Task statement: Which lines in the material below contain the word "interface"? Copy each of them.

Supplied records:
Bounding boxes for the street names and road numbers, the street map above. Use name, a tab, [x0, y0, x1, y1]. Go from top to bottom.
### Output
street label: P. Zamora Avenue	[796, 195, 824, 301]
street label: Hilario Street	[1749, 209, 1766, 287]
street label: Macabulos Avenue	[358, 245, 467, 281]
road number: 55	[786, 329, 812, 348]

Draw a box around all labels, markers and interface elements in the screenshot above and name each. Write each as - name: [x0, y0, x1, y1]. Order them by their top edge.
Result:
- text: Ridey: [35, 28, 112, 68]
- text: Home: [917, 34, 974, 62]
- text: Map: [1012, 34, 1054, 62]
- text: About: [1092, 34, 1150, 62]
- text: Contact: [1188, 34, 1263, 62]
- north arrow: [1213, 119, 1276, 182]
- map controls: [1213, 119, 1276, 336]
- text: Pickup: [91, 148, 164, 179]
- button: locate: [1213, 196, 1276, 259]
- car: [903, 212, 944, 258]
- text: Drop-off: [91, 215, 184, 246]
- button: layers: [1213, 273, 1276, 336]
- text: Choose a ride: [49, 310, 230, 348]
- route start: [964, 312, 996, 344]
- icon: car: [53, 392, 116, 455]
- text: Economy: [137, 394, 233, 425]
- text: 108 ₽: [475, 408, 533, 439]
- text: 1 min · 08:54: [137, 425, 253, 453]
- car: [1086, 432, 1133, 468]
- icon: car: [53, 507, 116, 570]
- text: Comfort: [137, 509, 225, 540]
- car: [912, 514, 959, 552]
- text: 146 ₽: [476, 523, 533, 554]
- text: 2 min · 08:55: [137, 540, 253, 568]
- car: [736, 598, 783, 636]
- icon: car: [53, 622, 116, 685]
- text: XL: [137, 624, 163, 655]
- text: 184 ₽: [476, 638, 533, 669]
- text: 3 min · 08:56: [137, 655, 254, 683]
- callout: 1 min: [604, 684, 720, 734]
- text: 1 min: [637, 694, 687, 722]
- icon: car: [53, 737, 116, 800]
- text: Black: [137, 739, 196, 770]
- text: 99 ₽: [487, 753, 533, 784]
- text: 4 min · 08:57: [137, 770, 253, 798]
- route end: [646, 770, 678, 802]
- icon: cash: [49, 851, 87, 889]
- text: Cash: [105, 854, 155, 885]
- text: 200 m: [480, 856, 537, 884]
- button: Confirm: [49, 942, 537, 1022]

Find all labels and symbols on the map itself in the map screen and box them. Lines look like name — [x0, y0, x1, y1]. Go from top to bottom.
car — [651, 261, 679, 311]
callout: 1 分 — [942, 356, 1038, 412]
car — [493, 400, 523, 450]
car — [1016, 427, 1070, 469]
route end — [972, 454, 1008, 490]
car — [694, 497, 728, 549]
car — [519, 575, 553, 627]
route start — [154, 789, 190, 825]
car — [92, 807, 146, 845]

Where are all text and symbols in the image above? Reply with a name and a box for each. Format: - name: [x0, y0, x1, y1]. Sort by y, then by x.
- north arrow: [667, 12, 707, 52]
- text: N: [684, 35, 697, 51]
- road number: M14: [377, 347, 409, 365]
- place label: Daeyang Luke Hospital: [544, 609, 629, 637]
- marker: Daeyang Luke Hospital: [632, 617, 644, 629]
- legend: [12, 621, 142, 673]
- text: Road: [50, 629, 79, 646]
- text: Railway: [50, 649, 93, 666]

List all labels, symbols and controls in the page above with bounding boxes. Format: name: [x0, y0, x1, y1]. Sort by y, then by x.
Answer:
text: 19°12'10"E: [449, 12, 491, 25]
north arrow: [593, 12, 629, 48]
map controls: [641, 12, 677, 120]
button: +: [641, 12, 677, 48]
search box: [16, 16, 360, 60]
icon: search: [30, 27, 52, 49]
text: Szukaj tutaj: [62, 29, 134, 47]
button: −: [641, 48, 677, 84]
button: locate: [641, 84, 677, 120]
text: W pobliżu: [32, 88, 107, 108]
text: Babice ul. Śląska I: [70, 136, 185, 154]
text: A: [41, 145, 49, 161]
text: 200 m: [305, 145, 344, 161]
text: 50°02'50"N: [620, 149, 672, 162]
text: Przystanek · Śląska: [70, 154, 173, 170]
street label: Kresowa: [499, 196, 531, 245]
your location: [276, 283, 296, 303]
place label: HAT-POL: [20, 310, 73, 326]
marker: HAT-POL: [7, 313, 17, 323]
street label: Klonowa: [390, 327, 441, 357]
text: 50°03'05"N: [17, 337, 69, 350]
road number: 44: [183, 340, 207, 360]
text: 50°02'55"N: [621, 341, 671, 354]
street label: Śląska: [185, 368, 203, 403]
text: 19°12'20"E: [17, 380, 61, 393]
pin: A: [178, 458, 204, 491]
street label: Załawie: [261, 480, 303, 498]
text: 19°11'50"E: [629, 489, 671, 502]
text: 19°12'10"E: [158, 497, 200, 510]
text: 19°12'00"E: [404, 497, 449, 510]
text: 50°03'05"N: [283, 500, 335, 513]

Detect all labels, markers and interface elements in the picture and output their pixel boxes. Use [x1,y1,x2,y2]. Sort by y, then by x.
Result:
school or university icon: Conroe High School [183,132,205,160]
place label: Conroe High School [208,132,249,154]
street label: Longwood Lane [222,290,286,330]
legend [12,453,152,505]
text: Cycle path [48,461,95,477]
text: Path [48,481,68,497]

Exercise solution:
Draw a box around all labels, markers and interface elements in the screenshot above and name each. Write each as - name: [x0, y0, x1, y1]. Order them by their top edge.
Detect all labels, markers and interface elements in the picture and output their pixel boxes. Use [x1,y1,x2,y2]. Sort by y, then by x.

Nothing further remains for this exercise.